[Problem details] Could you copy each line of the listing below that has the word "Sandquelle"?

[The data Boundary: Start]

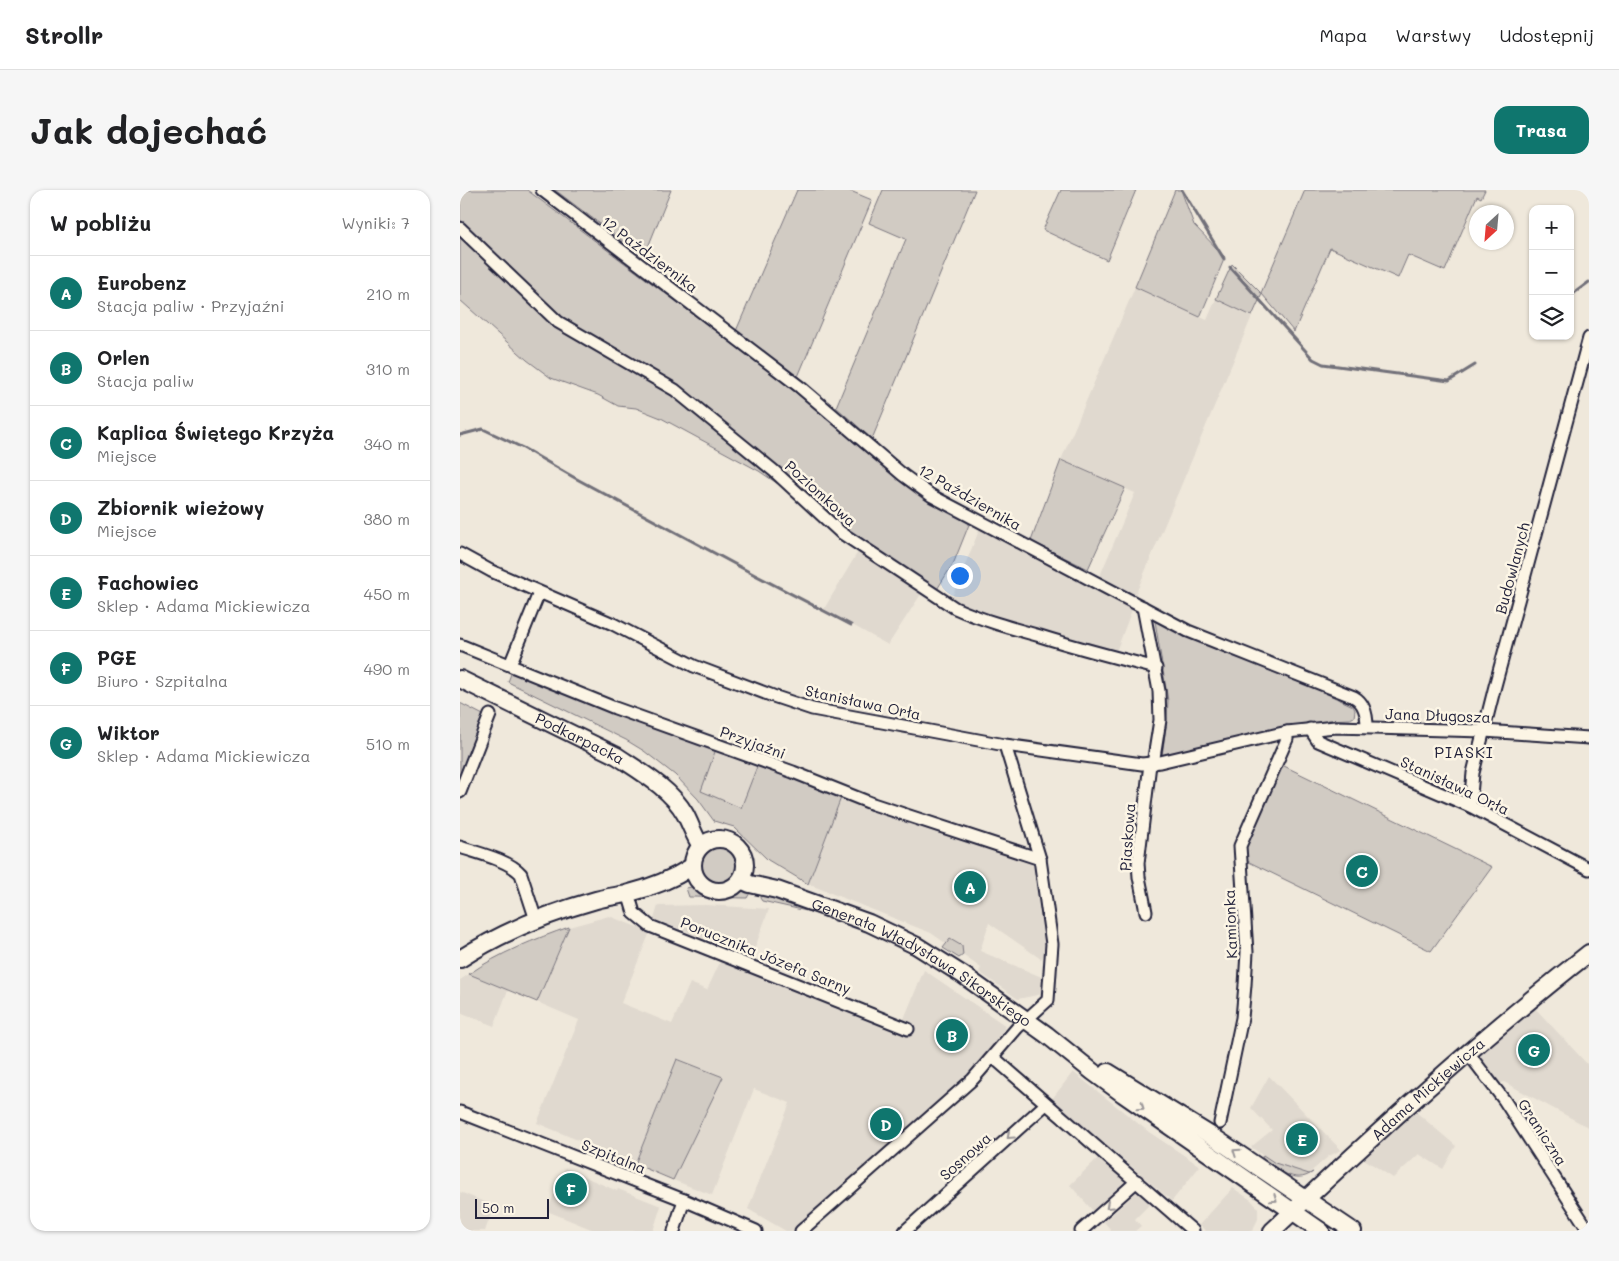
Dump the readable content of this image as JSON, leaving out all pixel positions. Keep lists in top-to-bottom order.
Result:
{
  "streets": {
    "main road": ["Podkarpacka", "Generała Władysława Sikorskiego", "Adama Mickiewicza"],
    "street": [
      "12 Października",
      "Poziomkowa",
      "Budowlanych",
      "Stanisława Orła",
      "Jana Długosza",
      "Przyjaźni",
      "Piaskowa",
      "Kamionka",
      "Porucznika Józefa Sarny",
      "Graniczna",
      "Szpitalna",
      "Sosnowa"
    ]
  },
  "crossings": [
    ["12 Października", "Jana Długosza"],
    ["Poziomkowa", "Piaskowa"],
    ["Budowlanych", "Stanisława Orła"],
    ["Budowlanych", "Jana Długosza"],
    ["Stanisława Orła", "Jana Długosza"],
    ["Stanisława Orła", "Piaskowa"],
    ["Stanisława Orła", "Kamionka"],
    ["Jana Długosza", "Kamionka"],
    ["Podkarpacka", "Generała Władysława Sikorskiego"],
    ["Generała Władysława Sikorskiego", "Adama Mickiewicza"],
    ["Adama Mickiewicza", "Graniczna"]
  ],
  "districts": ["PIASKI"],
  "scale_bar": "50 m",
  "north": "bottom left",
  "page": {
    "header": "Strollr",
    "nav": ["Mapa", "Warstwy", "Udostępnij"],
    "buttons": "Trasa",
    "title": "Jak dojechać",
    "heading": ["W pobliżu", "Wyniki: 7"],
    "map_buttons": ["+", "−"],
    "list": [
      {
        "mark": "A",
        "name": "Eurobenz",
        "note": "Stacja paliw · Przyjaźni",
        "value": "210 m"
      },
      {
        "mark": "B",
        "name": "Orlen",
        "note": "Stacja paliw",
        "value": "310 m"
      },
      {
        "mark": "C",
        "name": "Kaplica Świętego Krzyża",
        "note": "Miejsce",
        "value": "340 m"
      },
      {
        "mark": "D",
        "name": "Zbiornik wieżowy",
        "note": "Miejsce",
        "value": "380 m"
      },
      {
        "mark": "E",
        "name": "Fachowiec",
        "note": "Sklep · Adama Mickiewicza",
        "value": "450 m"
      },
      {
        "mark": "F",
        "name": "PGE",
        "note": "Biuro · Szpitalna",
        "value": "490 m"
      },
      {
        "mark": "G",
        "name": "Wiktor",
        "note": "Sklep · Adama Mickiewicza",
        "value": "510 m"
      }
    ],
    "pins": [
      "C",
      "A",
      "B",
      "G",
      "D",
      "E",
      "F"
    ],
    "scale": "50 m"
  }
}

[The data Boundary: End]
[The data Boundary: Start]

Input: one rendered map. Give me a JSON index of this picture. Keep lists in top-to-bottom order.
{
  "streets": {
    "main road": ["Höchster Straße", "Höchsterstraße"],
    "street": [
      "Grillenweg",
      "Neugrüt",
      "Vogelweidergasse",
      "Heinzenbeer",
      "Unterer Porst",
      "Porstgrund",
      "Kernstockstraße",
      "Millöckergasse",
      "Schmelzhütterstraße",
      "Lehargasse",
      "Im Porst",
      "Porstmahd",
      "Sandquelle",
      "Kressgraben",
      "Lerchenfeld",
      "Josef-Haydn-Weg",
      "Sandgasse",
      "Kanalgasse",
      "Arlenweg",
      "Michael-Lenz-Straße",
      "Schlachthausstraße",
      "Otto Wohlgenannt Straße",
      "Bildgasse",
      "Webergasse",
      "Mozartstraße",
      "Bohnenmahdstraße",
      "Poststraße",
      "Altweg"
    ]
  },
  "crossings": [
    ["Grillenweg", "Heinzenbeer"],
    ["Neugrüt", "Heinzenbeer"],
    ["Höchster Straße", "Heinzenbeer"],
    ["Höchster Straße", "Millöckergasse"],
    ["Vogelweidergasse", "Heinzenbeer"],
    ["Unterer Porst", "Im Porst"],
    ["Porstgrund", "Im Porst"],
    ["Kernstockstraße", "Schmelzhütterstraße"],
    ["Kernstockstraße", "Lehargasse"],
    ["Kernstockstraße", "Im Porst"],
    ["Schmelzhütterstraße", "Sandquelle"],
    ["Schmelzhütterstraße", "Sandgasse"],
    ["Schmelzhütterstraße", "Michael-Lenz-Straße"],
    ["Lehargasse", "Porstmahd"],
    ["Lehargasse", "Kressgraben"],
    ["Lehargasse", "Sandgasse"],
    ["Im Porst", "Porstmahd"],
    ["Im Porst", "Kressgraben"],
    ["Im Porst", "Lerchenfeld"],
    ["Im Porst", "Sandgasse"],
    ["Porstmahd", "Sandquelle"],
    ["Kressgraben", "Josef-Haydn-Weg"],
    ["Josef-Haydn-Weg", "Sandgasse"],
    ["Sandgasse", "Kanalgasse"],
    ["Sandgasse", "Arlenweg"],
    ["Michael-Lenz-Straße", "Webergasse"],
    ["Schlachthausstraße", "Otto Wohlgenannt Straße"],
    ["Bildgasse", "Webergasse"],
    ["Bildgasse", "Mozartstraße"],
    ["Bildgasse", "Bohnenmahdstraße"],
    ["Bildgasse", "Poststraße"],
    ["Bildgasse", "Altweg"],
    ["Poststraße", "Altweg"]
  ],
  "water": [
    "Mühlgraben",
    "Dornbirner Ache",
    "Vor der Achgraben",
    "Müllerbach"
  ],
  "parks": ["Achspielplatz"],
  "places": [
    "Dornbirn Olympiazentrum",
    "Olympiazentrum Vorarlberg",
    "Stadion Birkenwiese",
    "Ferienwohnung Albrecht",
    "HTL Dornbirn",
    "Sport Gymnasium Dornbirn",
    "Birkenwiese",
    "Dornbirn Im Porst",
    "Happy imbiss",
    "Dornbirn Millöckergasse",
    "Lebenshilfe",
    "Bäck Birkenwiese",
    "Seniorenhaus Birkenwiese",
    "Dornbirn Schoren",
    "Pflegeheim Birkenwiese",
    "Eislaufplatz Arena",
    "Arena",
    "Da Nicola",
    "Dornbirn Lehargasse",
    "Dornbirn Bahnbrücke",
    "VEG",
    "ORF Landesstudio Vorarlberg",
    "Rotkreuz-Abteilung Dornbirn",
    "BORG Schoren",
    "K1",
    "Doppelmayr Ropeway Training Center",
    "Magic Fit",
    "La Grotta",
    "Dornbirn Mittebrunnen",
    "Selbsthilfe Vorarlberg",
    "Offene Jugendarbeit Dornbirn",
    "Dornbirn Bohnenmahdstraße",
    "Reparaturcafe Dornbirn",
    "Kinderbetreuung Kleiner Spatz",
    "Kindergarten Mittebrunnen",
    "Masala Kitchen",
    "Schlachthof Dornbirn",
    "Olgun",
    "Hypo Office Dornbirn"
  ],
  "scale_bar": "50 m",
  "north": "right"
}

[The data Boundary: End]

[Problem solution]
      "Sandquelle",
    ["Schmelzhütterstraße", "Sandquelle"],
    ["Porstmahd", "Sandquelle"],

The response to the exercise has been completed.